Three: The Client-Centered Team

Effective charitable planning requires the collaboration of a diverse set of private client advisors-from wealth managers to accountants to estate planning attorneys. A key element of the client-centered team is the philanthropic advisor-a professional with specialized knowledge of the nonprofit sector that can help colleagues to navigate the philanthropic landscape.

Four:  Comparative Information on Charitable Giving Vehicles

Often, advisors fall into the pattern of recommending those giving vehicles with which they have most familiarity. Yet different types of donors are best served by different types of giving vehicles. Be sure to research the benefits and limitations of all the options so that you can discuss and ultimately recommend the vehicle most suited to your clients' needs.

Five:  Leveraging Charitable Lead And Remainder Trusts

Charitable Remainder and Charitable Lead Trusts provide a means by which clients can transfer wealth in a tax efficient way to both charitable and non-charitable beneficiaries.

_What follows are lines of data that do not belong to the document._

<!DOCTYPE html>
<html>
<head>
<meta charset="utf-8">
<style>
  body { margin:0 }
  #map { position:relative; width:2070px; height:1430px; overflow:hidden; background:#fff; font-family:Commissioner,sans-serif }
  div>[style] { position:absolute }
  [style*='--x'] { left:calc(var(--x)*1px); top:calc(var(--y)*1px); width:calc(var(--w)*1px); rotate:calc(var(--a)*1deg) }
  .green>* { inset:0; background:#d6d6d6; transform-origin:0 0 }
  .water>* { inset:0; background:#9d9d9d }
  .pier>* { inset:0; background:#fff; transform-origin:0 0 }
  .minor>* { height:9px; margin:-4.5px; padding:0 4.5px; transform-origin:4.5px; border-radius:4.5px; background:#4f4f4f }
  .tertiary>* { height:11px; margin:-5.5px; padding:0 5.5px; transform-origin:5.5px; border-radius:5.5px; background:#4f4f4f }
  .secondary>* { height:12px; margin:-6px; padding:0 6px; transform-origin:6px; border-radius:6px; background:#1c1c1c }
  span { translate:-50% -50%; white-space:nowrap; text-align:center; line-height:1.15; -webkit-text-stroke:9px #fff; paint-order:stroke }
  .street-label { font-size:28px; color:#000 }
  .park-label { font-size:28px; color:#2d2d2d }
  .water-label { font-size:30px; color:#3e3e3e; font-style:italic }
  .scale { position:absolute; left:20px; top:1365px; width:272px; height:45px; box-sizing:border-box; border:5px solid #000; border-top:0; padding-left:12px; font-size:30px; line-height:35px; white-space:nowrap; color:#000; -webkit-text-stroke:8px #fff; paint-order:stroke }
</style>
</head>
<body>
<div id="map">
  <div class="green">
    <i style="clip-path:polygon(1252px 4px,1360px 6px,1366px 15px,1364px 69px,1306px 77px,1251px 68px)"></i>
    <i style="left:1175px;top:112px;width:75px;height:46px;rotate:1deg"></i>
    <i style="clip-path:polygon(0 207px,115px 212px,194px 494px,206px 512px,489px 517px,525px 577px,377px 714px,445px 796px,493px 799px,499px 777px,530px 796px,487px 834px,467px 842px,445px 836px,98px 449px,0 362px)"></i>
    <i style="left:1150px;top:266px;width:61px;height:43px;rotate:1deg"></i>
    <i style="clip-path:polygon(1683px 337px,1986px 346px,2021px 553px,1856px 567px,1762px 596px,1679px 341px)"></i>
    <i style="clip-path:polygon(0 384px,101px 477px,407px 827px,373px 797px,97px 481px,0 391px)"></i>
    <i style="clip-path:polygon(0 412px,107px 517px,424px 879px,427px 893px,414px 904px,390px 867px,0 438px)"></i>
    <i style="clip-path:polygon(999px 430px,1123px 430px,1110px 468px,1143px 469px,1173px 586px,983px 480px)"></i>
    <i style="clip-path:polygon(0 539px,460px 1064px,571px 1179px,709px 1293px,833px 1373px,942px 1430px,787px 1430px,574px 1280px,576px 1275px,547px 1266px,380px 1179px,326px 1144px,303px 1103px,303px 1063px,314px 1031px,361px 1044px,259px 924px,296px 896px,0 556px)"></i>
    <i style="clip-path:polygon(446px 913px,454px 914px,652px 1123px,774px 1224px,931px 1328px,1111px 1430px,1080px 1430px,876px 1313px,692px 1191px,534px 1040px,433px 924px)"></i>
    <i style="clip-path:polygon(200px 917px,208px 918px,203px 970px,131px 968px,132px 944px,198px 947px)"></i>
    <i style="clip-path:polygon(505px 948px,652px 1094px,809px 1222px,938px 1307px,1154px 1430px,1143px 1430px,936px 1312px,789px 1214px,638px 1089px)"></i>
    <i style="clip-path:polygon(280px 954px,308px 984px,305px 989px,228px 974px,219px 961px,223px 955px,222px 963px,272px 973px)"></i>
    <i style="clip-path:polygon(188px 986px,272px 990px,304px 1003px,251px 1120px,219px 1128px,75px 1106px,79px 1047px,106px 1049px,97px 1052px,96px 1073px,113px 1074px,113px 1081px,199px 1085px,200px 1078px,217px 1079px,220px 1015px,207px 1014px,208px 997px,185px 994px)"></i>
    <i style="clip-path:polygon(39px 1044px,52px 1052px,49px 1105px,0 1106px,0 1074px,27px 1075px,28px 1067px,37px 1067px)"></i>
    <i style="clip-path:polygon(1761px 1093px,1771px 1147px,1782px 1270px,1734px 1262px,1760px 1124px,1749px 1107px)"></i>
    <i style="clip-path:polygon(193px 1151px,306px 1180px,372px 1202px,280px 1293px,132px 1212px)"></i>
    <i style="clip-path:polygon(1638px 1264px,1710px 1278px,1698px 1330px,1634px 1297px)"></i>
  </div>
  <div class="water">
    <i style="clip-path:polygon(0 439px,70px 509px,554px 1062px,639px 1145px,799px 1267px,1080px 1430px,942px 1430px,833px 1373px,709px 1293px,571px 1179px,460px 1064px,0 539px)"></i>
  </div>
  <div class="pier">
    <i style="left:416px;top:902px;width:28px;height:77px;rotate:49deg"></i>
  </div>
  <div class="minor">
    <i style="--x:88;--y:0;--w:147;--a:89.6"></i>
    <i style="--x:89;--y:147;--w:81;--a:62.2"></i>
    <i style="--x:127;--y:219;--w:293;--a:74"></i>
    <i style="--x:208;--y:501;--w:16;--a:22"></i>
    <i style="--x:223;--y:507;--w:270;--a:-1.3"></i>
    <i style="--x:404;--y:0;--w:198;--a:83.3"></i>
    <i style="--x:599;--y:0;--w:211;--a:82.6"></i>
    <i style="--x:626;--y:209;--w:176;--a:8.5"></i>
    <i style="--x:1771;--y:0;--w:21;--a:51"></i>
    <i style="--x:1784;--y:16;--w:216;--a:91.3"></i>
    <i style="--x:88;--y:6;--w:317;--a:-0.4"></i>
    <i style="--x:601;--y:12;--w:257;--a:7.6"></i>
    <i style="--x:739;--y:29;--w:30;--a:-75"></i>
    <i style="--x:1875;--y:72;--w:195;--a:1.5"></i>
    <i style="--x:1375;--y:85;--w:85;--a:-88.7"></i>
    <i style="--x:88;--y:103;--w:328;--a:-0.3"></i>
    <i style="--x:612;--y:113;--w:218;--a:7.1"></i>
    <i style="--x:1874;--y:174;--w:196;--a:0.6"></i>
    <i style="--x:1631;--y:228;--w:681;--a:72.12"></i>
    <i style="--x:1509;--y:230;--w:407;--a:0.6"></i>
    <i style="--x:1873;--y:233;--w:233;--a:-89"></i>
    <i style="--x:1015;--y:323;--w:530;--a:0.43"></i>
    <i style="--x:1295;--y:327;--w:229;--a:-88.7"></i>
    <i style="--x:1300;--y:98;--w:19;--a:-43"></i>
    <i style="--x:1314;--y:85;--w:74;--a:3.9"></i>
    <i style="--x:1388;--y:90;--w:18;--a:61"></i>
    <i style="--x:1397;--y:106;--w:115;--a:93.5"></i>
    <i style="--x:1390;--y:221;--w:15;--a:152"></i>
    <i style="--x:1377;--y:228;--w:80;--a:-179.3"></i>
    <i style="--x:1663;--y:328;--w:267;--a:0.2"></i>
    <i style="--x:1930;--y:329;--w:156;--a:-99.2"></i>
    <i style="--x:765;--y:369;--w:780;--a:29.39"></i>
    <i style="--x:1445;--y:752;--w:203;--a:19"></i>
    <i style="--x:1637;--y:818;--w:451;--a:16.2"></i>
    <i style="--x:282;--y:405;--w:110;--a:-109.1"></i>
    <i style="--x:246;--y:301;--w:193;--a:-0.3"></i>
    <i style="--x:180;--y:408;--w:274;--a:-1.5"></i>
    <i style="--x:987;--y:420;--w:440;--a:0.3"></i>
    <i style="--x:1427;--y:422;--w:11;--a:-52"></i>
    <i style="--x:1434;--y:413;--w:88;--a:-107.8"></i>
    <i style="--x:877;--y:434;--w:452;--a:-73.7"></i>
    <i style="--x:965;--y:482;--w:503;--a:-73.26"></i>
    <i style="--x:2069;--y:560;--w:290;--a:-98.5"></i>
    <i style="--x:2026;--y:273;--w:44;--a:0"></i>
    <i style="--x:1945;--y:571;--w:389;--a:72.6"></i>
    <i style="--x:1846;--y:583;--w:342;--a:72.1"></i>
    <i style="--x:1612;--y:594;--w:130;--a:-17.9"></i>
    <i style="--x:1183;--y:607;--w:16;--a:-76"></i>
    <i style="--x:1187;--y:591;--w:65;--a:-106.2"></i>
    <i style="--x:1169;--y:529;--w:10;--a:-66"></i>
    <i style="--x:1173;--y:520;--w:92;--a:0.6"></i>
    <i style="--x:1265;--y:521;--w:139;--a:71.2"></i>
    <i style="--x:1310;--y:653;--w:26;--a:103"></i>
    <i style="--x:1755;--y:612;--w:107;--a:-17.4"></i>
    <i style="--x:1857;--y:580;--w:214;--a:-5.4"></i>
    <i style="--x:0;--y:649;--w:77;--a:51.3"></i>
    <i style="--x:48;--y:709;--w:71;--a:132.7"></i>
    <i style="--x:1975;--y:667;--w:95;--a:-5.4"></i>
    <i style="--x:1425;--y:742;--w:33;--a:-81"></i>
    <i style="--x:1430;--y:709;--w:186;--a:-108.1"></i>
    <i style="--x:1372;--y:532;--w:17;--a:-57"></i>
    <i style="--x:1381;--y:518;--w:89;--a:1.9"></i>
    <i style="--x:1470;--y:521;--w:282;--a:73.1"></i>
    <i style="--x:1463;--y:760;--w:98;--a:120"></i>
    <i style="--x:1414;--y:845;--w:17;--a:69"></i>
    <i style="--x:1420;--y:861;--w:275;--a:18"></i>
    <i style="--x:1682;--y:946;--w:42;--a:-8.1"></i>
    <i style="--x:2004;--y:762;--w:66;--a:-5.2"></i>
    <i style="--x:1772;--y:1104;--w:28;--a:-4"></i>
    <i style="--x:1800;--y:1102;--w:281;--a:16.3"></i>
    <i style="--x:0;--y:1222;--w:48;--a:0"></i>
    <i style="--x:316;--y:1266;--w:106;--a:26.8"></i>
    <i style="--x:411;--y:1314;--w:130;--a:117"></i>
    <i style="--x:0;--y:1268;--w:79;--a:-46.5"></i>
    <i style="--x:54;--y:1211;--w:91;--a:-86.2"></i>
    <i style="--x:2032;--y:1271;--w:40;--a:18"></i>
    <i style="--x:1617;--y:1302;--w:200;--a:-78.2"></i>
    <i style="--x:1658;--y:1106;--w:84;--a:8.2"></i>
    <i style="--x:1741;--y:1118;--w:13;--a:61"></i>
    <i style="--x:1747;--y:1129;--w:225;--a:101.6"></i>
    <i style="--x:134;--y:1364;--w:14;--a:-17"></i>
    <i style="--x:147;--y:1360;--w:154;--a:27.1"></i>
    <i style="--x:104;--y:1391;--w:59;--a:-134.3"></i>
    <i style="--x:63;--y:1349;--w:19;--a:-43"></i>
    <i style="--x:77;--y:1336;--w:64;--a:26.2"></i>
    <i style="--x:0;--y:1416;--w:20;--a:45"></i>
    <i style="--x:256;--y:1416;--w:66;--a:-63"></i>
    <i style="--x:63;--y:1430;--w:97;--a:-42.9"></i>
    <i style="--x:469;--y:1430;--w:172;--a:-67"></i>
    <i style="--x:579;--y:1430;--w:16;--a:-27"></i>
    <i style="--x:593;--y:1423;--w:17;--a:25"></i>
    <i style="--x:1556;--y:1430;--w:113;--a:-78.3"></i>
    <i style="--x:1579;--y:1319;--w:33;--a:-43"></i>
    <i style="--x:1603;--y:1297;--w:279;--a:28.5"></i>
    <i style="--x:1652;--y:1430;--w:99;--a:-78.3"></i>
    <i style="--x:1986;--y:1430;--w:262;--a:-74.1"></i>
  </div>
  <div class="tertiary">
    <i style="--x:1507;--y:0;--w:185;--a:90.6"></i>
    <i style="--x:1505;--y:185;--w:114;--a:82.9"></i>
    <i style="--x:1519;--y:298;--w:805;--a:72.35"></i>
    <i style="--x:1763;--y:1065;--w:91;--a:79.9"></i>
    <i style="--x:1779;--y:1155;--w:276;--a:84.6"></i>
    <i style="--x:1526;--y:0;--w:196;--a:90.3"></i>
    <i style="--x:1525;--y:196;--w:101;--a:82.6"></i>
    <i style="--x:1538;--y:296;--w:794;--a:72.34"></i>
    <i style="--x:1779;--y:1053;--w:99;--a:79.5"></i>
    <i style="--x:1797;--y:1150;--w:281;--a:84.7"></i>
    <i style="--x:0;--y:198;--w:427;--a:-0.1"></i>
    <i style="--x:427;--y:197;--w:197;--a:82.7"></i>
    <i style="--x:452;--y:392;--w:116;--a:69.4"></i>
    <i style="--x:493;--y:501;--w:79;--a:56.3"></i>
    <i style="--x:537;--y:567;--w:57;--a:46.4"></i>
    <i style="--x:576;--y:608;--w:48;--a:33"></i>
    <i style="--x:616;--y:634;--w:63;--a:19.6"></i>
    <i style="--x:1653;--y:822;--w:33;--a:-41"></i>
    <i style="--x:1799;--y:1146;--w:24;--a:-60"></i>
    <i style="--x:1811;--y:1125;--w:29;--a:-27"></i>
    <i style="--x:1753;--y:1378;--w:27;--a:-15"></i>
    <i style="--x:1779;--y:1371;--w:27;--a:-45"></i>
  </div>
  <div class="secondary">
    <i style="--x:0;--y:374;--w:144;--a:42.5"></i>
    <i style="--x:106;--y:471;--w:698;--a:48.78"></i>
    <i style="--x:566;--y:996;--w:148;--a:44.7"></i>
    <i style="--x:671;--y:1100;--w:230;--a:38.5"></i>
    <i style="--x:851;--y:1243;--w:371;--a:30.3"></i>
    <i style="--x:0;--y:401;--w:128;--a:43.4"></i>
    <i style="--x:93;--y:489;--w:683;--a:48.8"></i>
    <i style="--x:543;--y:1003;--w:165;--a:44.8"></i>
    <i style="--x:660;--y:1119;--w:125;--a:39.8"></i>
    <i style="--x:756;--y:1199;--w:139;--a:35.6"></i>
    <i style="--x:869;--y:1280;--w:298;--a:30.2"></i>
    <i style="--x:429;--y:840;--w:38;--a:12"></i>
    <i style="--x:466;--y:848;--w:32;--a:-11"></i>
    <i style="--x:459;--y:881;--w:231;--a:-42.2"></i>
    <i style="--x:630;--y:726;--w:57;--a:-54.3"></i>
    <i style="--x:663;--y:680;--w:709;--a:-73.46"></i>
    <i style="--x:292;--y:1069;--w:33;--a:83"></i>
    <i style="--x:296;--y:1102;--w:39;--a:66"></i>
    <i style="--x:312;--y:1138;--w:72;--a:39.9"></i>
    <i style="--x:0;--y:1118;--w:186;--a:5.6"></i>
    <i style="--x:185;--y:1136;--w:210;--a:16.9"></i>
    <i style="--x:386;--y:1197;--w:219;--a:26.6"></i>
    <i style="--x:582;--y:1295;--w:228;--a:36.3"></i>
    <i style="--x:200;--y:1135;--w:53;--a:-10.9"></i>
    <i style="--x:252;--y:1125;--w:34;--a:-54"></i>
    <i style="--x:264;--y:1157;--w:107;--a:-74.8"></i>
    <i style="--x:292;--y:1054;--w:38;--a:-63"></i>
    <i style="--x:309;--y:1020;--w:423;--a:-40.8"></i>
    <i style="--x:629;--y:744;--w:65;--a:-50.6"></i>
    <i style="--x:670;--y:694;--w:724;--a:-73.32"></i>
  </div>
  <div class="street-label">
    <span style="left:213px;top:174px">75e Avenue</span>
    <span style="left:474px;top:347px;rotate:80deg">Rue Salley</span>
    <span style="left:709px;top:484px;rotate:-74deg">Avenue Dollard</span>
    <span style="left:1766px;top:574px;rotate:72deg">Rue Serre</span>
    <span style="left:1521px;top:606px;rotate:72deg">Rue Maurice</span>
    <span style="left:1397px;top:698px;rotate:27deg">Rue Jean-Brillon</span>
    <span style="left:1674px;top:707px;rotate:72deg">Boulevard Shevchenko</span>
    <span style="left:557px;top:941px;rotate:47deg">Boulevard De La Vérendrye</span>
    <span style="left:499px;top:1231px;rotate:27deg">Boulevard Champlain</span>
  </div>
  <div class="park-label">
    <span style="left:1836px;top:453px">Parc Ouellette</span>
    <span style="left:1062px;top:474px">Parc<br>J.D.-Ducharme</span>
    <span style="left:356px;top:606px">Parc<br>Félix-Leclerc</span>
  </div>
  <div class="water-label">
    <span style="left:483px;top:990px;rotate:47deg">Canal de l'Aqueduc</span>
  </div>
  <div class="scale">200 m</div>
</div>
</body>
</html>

Six:  Financial/Estate/Tax Planning Considerations For Non-Cash Asset Contributions

By donating non-cash assets such as appreciated securities, artwork or real estate, clients can support the causes they care about while preserving cash and generating income tax benefits. However, donating illiquid assets takes a bit more planning than traditional cash giving. It is therefore paramount that advisors are well versed in the benefits, limitations and processes associated with gifting these types of assets.

Seven:  Engaging The Next Generation

A recent survey of multi-family offices by New Philanthropy Capital found that 85 percent of families with children either discuss or actively involve their children in philanthropy, and 60 percent of these families would find philanthropy advice useful in doing so.

Therefore, it is important for advisors to be aware of various strategies for bringing children and grandchildren into the planning process, including:
    Providing opportunities for experiential learning. For example, you might encourage clients to set aside a pool of discretionary funds over which the next generation has spending authority.
    Encourage grandparents to write letters describing the motivations behind their philanthropy and laying out the goals they hope to achieve with their charitable investments. Letters such as these can foster meaningful dialogue across generations and help guide the continuation of family philanthropy.